→ **EXERCISE**:
The number of lines below containing the word "weight" is all that should be returned.

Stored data
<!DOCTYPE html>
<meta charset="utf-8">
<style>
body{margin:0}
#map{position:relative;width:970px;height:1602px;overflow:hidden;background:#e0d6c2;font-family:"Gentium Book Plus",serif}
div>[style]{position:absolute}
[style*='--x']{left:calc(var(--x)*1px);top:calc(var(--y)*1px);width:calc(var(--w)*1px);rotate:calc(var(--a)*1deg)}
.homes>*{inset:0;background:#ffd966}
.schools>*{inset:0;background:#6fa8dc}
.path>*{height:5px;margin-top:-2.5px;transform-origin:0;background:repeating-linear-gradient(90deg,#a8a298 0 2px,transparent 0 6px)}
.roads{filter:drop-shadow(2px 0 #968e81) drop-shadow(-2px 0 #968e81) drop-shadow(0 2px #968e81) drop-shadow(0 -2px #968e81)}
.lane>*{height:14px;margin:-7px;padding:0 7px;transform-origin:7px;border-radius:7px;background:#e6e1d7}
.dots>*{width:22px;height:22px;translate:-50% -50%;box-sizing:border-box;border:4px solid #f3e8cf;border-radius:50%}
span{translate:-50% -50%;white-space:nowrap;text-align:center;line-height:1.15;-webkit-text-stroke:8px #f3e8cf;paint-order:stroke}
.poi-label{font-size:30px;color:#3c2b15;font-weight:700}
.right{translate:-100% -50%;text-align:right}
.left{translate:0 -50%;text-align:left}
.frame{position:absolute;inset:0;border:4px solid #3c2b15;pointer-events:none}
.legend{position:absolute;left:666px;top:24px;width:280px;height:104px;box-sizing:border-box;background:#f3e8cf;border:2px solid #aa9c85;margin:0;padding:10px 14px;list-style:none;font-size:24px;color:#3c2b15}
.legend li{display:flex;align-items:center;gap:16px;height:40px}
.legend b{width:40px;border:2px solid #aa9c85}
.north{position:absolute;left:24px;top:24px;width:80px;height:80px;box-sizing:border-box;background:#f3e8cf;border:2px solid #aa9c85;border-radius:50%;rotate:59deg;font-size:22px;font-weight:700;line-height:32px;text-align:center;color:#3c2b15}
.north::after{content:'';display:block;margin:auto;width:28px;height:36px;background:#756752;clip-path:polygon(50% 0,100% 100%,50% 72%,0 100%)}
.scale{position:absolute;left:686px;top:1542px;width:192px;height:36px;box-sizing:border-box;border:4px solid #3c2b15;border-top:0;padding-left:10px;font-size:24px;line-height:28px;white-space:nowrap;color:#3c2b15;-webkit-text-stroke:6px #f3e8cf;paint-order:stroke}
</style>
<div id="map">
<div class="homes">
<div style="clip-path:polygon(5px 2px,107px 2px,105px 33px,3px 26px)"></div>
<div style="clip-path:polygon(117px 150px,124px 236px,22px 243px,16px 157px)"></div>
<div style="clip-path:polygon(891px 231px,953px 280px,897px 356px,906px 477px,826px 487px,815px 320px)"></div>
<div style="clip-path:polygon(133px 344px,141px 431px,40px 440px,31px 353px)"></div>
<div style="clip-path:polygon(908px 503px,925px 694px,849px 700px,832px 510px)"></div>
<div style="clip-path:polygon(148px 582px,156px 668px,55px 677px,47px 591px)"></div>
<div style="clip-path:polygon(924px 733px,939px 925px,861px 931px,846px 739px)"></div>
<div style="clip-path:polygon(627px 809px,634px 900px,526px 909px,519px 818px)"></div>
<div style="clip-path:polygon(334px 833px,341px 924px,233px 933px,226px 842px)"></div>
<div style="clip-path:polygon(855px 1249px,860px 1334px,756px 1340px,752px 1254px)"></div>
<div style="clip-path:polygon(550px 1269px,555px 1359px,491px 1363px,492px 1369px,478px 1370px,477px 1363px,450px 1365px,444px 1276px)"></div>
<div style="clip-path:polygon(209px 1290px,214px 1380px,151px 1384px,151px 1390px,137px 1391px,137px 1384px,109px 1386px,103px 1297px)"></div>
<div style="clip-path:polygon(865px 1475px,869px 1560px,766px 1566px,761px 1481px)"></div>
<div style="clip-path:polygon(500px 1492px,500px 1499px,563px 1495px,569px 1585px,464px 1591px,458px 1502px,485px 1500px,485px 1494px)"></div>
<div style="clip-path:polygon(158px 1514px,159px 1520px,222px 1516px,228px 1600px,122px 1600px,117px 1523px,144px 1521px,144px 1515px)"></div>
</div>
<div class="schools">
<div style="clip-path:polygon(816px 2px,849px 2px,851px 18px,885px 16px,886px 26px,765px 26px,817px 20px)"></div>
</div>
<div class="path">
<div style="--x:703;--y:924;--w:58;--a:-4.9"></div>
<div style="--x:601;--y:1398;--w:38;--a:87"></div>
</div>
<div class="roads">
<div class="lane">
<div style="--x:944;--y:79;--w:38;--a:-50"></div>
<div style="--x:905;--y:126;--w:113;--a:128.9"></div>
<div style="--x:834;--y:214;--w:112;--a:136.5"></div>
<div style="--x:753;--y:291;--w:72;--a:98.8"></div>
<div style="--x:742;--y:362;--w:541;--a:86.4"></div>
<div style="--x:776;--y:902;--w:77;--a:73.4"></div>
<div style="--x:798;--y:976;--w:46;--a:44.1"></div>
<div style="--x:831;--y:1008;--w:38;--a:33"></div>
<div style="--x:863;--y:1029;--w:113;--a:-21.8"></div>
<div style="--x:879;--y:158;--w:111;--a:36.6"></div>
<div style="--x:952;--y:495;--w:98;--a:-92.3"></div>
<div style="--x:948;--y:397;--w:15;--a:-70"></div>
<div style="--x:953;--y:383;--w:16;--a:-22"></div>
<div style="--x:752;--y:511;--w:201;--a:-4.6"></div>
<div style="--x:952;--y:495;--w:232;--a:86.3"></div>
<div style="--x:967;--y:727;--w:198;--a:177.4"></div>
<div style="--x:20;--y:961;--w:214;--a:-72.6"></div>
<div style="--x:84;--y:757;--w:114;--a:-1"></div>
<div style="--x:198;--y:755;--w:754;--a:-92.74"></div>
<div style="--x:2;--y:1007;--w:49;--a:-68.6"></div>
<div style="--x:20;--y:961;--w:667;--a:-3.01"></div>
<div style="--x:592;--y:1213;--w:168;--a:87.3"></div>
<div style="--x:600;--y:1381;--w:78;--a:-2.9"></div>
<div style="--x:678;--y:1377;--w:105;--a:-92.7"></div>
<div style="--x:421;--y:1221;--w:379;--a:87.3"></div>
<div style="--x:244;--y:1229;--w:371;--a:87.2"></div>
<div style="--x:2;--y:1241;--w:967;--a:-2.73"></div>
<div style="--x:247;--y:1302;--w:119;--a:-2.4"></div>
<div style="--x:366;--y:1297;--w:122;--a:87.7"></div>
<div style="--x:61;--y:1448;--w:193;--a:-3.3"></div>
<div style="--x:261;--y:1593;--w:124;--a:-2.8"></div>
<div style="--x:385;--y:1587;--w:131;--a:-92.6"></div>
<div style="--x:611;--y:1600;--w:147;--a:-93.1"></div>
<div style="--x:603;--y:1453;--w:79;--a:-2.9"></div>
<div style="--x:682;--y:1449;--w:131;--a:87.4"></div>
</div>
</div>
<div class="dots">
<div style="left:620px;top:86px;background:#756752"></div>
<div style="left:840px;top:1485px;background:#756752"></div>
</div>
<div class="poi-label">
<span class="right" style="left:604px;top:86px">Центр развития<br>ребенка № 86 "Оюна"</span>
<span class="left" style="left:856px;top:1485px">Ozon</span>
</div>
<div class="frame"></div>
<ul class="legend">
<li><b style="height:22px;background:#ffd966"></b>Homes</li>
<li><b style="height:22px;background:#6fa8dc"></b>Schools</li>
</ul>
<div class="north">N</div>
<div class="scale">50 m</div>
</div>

→ **RESPONSE TO THIS EXERCISE**:
2